@londonir@mc-robinson
Here is the placeholder where you can upload the starting list for all compound scoring and docking.
List was prepared by @londonir with the following instructions:
Hi all,
For some reason, my constrained docking still results in some poses ending up with the warhead on the wrong side, and I’m not sure why—these poses should just be rejected.
The MD simulations examining the covalent warhead distance will be done in the morning, since I wasted time trying to figure out why the constrained docking was giving these surprising results.
Many well-ranked noncovalent complexes from (covalent_warhead_df-docked.sdf) do place the covalent warhead in a sensible geometry. These might be easily picked out by quick manual inspection of the top docking hits.
I’ve also sorted by scored overlap with the user-identified inspiration fragments at the suggestion of @frankvondelft (covalent_warhead_df-docked-overlap.sdf) and sometimes the geometries (see covalent_warhead_df-docked-overlap/) resemble existing fragments well,
but it’s hard to see good overlaps with multiple distinct fragments (as in @alphalee’s analysis) emerge organically in the top-ranked ligands. I probably need some other numerical criteria to figure that out.
The sensible geometries do look useful John, equally I like the overlap with distinct fragments, I appreciate all this is quite cutting edge - but I’d rather have this than just my medicinal chemistry biases. Even without a sortable score, if I can cut the list down with other means (crude size and lipophilicity will do) then I can eyeball docked structures.
This raises another point: designers might have made interesting merges of compounds by carefully looking at the angles, but not paid attention to the physico-chemical properties of the fragments they used for the merge, ending up with a greasy ball. The merge could be a smart one, but further tuning of the compound might be required, by an experienced medchemist. It feels like@JohnChodera’s overlap should be the first filter, and that a medchemist should review the list and maybe tune the merges that look the most promising to make sure that the compounds have good properties.
I have seen that some compounds are submitted with the basic amines protonated (they will be at physiological pH), others (including my submissions) are not. Before docking, are they all converted to the protonated form or can twice the same compound give entirely different docking results. There are a lot of piperazines submitted so this could have quite an impact on the docking outcomes.

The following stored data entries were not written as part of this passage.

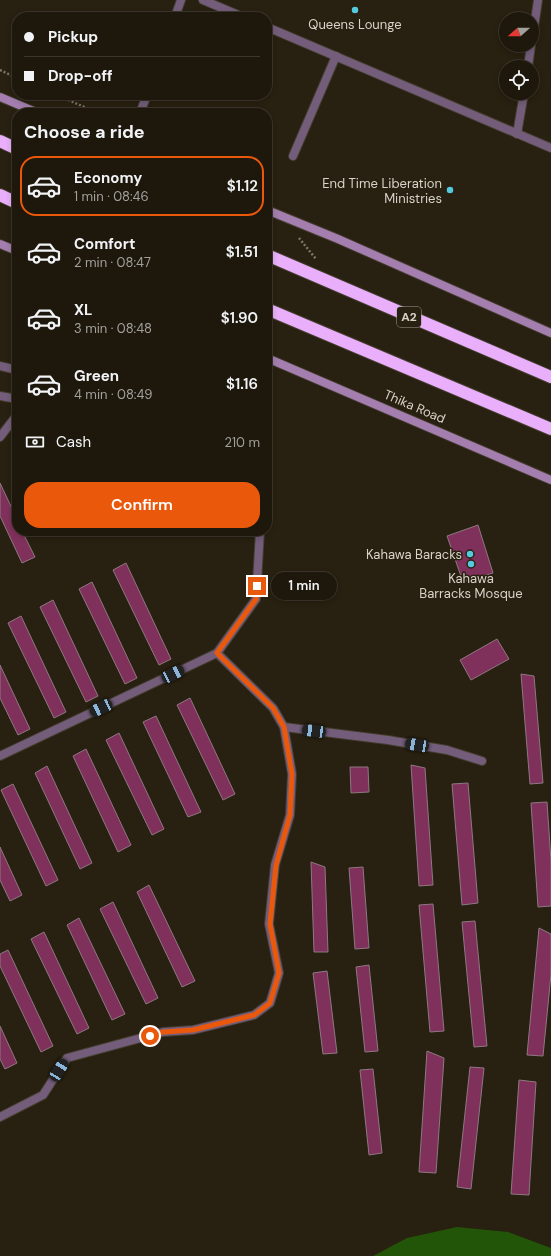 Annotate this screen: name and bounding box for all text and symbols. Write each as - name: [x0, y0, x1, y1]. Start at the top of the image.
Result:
- marker: Queens Lounge: [350, 5, 360, 15]
- north arrow: [499, 12, 539, 52]
- map controls: [499, 12, 539, 100]
- place label: Queens Lounge: [308, 16, 402, 33]
- text: Pickup: [48, 27, 98, 47]
- button: locate: [499, 60, 539, 100]
- text: Drop-off: [48, 66, 113, 86]
- text: Choose a ride: [24, 120, 145, 144]
- icon: car: [26, 168, 62, 204]
- text: Economy: [74, 168, 142, 188]
- place label: End Time Liberation Ministries: [322, 175, 442, 207]
- text: $1.12: [227, 176, 258, 196]
- marker: End Time Liberation Ministries: [445, 185, 455, 195]
- text: 1 min · 08:46: [74, 188, 149, 205]
- icon: car: [26, 234, 62, 270]
- text: Comfort: [74, 234, 135, 254]
- text: $1.51: [226, 242, 258, 262]
- text: 2 min · 08:47: [74, 254, 151, 271]
- icon: car: [26, 300, 62, 336]
- text: XL: [74, 300, 92, 320]
- road number: A2: [397, 307, 421, 327]
- text: $1.90: [221, 308, 258, 328]
- text: 3 min · 08:48: [74, 320, 152, 337]
- icon: car: [26, 366, 62, 402]
- text: Green: [74, 366, 119, 386]
- text: $1.16: [226, 374, 258, 394]
- text: 4 min · 08:49: [74, 386, 152, 403]
- street label: Thika Road: [381, 386, 448, 427]
- icon: cash: [24, 431, 46, 453]
- text: Cash: [56, 432, 91, 452]
- text: 210 m: [225, 434, 260, 451]
- button: Confirm: [24, 482, 260, 528]
- place label: Kahawa Baracks: [366, 546, 462, 563]
- marker: Kahawa Baracks: [465, 549, 475, 559]
- marker: Kahawa Barracks Mosque: [466, 559, 476, 569]
- place label: Kahawa Barracks Mosque: [419, 570, 523, 602]
- callout: 1 min: [271, 572, 337, 600]
- route end: [248, 577, 266, 595]
- text: 1 min: [288, 577, 320, 594]
- car: [160, 663, 186, 685]
- car: [88, 697, 114, 719]
- car: [301, 724, 327, 738]
- car: [404, 737, 430, 753]
- route start: [141, 1027, 159, 1045]
- car: [48, 1057, 70, 1083] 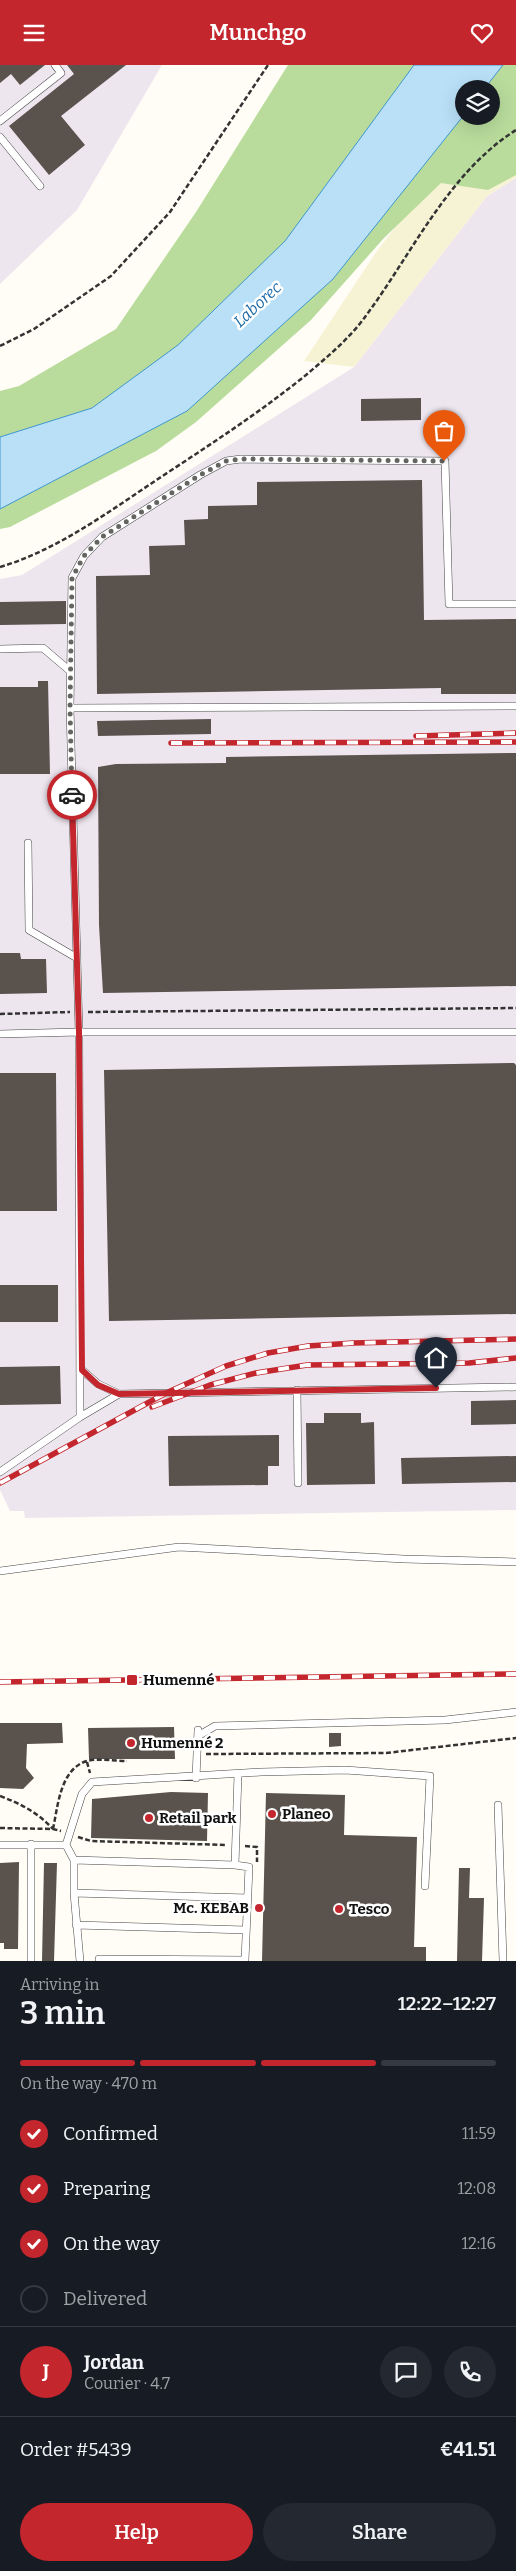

I have completed the scoring of the covalent compounds follow-ups with strong constraints to a starting pose that is as faithful to the fragment hits
EDIT UPDATED LIST: fragmenstein_notes_v3.xlsx (286.8 KB)
As discussed in the meeting, to make the starting pose match as faithfully to the hits, a collage of atom positions was made, a “Fragmentstein monster”. More details can be found at my github repo. If anyone wants the compounds for starting poses using other tools they can be found here.
Some look really good like this (often less than 3 starting hits):
The compound was not docked but was topologically minimised in the protein and scored (min1) and only subsequently it was docked like normal and scored (docked). Models can be found here.
An addendum to my previous post. The models and the data were incomplete, but I have fixed that. But only 870 compounds were able to be minimised. I will investigate into the why tomorrow or the Tuesday and make a compound only folder of mol files (with corrected bond order) in the in-protein minimised positions. Sorry about that!
Will depend on the other groups on the piperazines? If it’s an amide, urea, sulphonamide linkage coming off a piperazine N, it won’t be an issue but an H, alkyl/aryl group would have the N protonated.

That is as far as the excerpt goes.